Es así, entonces, que los interaccionistas abandonan todo atomismo conductual. Dada una relación o interacción cualquiera, la comprensión no provendrá de analizar los átomos-individuos y desde ellos entender el conjunto sino, muy por el contrario, entender las conductas individuales desde el conjunto, desde la interacción. En la narración trascrita antes, los cuatro personajes protagonizan una interacción marcada por una regla básica de insinceridad. La regla establece que no hay que manifestar los verdaderos sentimientos sino aparentar aprobación gustosa de las decisiones que, en el fondo, no se comparten. Resulta claro que la manifestación abierta de los verdaderos sentimientos provocaría una tensión sumamente estresante y un conflicto difícil de superar. Por tanto, la estrategia es huir, ocultar, desplazar y jugar a fingir que se está a gusto, no estándolo. Lo más temido es, sin duda, expresarse sinceramente. A cada insinceridad y a cada fingimiento, se responde con otras tantas faltas de franqueza, con otros tantos disimulos.
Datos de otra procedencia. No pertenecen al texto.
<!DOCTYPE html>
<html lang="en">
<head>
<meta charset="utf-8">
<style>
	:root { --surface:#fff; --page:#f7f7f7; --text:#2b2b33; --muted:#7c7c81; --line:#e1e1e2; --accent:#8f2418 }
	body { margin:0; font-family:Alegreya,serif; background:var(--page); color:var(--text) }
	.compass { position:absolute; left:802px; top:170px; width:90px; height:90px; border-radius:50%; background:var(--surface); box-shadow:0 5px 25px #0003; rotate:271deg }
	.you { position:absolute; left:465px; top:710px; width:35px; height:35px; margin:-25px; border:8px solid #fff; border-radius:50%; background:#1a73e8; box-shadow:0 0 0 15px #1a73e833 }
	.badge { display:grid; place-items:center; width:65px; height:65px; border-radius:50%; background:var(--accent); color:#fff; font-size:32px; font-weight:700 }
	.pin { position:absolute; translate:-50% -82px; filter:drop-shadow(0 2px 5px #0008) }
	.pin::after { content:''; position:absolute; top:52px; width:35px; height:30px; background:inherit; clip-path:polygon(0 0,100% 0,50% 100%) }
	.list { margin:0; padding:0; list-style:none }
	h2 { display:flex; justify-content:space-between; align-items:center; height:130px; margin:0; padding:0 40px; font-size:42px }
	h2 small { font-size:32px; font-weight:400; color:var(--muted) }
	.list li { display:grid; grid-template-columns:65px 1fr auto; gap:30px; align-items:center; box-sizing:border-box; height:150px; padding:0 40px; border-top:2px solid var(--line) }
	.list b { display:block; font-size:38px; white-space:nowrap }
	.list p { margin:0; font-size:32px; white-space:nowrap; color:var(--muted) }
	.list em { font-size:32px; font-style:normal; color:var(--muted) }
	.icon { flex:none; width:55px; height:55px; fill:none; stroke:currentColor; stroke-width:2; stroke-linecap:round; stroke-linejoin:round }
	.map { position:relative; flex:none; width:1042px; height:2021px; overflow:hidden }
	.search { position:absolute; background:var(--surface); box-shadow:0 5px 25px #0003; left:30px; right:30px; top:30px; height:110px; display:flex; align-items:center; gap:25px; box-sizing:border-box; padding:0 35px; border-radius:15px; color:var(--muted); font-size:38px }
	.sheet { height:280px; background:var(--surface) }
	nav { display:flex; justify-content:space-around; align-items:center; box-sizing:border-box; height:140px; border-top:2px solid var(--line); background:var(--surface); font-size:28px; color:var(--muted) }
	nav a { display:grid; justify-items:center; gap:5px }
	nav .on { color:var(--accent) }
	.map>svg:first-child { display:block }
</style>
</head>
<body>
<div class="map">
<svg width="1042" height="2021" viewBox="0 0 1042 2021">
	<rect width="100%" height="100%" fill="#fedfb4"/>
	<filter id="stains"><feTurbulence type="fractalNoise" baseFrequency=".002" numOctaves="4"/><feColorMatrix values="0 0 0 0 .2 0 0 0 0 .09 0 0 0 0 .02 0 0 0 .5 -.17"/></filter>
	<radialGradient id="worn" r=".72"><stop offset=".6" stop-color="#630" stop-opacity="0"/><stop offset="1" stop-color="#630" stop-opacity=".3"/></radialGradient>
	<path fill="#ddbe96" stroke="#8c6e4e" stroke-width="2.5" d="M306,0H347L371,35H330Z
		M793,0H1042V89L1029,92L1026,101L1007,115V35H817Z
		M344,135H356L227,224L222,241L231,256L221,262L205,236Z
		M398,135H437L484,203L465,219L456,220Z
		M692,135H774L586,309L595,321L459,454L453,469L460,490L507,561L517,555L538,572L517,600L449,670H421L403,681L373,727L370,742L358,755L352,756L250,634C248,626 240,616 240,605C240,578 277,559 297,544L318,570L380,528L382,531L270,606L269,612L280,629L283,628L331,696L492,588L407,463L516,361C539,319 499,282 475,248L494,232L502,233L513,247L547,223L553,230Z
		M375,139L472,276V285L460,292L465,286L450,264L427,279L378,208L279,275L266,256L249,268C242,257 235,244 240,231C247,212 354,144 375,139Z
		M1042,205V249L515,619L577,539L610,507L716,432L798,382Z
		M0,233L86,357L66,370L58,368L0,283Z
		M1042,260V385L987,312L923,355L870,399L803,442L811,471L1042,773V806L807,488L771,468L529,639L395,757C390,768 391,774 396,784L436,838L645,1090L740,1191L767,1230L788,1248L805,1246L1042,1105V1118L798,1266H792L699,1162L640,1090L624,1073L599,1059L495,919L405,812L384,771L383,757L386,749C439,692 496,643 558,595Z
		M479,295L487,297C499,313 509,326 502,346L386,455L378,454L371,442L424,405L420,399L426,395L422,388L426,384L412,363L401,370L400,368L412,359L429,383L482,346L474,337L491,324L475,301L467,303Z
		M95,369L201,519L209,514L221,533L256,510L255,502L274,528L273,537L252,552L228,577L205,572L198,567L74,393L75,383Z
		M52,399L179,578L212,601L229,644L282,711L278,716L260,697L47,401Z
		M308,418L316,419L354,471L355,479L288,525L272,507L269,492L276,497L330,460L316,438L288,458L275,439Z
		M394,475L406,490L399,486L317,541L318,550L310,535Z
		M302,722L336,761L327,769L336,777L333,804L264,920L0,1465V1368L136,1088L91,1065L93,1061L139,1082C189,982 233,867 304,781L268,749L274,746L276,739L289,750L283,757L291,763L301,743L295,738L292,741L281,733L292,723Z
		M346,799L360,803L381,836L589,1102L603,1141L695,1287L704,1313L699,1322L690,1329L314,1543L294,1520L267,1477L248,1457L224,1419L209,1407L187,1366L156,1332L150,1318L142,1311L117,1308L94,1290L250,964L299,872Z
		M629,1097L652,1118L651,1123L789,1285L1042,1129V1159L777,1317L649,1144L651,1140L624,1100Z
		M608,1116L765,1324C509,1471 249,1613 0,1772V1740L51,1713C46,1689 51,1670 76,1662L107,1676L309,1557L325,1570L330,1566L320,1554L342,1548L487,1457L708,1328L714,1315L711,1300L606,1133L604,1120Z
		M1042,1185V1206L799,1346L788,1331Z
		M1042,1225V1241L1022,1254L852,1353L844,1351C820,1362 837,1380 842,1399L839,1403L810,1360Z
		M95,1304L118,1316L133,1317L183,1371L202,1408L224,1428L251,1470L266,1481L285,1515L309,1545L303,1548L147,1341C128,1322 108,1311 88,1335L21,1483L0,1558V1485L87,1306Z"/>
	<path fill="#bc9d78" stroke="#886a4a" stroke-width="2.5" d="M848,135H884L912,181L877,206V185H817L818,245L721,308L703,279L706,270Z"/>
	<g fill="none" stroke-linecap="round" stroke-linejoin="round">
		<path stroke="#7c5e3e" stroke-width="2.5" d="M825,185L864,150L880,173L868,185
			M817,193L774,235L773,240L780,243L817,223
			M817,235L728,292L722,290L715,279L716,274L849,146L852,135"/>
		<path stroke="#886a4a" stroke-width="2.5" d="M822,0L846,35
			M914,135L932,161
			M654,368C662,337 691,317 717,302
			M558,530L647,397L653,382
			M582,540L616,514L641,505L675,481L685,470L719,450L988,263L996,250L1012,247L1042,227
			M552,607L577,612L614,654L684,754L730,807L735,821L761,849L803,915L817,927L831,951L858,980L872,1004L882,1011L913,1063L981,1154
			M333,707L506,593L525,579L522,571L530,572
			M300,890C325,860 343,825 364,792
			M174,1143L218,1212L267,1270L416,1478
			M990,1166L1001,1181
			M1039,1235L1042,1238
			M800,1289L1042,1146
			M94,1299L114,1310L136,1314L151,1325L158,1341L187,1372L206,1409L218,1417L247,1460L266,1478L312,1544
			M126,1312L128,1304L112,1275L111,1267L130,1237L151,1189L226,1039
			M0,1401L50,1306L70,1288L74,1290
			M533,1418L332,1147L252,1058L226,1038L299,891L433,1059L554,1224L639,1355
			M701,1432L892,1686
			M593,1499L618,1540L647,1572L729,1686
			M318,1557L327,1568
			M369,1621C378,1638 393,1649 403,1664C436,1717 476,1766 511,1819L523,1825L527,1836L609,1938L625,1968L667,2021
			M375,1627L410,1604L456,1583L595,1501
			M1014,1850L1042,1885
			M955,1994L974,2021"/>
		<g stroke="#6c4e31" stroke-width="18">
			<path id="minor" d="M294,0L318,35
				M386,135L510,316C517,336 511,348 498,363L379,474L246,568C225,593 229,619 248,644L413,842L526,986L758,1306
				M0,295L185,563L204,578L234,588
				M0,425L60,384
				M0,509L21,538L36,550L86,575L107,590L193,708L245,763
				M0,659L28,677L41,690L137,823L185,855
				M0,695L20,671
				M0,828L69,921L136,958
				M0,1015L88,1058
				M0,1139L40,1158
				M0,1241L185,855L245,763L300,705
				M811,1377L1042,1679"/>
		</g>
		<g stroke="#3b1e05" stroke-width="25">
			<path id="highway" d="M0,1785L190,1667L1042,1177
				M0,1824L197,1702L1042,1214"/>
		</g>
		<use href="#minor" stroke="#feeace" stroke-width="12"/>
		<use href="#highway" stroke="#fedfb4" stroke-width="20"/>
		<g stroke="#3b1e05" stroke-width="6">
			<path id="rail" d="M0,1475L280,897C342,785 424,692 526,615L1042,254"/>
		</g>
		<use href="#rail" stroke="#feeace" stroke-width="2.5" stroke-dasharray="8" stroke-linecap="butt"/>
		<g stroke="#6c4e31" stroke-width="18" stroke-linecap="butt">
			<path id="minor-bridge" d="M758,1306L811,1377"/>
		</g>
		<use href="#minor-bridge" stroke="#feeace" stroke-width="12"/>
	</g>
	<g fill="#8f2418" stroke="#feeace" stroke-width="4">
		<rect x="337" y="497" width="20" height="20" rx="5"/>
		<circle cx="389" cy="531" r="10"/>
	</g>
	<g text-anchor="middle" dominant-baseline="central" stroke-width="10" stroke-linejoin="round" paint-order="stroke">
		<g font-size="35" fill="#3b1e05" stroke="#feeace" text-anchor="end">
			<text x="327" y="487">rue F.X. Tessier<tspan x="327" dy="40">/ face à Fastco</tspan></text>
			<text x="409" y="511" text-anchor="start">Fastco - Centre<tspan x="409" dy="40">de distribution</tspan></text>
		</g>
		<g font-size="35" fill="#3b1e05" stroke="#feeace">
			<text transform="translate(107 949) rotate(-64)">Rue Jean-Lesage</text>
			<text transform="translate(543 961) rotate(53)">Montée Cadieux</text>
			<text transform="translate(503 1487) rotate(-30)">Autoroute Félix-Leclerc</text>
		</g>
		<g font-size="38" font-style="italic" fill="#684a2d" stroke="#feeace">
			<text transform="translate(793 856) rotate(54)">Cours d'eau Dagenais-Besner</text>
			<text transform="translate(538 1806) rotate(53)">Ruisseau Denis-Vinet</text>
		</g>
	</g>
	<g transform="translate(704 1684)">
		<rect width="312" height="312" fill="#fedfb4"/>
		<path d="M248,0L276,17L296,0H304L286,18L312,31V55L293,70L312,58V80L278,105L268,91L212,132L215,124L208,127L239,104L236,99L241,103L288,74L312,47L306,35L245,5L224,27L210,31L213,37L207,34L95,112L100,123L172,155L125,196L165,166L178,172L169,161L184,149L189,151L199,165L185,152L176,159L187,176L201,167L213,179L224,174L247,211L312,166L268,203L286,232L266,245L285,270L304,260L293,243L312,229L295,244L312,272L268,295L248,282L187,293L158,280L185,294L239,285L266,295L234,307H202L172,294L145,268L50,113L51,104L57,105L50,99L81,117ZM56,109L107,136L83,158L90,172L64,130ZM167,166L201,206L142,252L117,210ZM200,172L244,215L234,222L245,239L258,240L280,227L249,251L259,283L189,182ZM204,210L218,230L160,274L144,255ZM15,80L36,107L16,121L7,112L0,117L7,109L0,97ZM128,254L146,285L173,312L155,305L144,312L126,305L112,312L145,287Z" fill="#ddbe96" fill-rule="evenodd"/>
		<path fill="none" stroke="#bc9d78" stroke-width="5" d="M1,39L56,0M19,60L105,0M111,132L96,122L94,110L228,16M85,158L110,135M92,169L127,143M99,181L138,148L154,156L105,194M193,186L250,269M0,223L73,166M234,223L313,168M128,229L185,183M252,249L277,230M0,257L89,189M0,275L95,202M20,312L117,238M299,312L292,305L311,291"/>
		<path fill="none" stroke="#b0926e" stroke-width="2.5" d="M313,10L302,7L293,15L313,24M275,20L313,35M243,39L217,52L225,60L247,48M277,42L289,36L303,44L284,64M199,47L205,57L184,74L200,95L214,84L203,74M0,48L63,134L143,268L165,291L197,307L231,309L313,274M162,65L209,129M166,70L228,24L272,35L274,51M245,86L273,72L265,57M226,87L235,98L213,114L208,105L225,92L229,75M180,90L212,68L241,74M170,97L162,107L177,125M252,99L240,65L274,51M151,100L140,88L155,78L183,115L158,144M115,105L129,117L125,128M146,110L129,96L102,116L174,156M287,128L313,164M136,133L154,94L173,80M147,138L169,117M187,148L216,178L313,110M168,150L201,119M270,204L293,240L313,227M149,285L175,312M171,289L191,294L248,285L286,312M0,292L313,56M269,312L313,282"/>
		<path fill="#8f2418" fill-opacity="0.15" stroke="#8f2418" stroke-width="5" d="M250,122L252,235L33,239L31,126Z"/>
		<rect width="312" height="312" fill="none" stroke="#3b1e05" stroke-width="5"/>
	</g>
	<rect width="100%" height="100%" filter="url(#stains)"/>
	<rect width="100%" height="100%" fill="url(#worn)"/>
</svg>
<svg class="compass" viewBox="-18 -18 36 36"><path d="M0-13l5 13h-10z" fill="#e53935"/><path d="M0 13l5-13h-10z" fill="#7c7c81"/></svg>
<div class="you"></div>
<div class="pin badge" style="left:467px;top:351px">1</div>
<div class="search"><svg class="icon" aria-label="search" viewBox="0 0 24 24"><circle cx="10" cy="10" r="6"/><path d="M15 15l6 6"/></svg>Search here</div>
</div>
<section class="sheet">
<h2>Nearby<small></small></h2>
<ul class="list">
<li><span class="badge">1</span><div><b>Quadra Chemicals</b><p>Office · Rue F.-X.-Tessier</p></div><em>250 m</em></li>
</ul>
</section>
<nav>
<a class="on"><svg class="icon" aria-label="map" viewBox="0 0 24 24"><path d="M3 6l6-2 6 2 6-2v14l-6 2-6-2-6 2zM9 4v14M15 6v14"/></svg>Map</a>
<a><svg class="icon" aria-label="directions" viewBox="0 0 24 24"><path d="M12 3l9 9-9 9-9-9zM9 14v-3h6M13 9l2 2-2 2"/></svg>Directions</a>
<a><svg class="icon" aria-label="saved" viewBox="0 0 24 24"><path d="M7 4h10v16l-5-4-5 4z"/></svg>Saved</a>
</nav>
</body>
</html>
Como hemos visto, los planteamientos de la Escuela de Palo Alto significan renunciar a una comprensión de la conducta en términos de individuos y rasgos peculiares de personalidad. En verdad, no se trata de una idea nueva sino de una visión que ha ido alcanzando cada vez mayor fuerza en los diferentes modelos de interpretación de la conducta. Se atribuye al pensamiento sociológico de comienzos de siglo, centrado en la llamada ‘Escuela de Chicago’, el descubrimiento de los grupos primarios, incluída la familia, como el escenario y el contexto en los que las personas se desarrollan y socializan. Entre los años ‘40 y ‘50, las investigaciones de Paul Lazarsfeld y sus colaboradores redescubrieron la importancia de los grupos primarios y la consideraron más influyente y decisiva que los medios de comunicación. Lazarsfeld y su discípulo Elihu Katz aludieron a esta realidad con el nombre de ‘influencia personal’. Por su parte, el trabajo científico de Kurt Lewin colocó a los grupos sociales en el centro del análisis social; el concepto de ‘dinámica de grupos’ recogió precisamente los distintos rasgos de la vida grupal: la afiliación, el conformismo, el liderazgo, la identificación, etc. En los 80, junto a una variedad de otras orientaciones con el mismo perfil, Joshua Meyrowitz –releyendo a Marshall McLuhan– juzgó necesario entrecruzar la visión macrohistórica del pensador canadiense y el enfoque interpersonal y grupal del sociólogo Erving Goffman. Psicólogos recientes como Jerome Bruner, han vuelto a insistir en la necesidad de una psicología cultural y antropológica, capaz de contextos prácticos en los que las personas se desenvuelven.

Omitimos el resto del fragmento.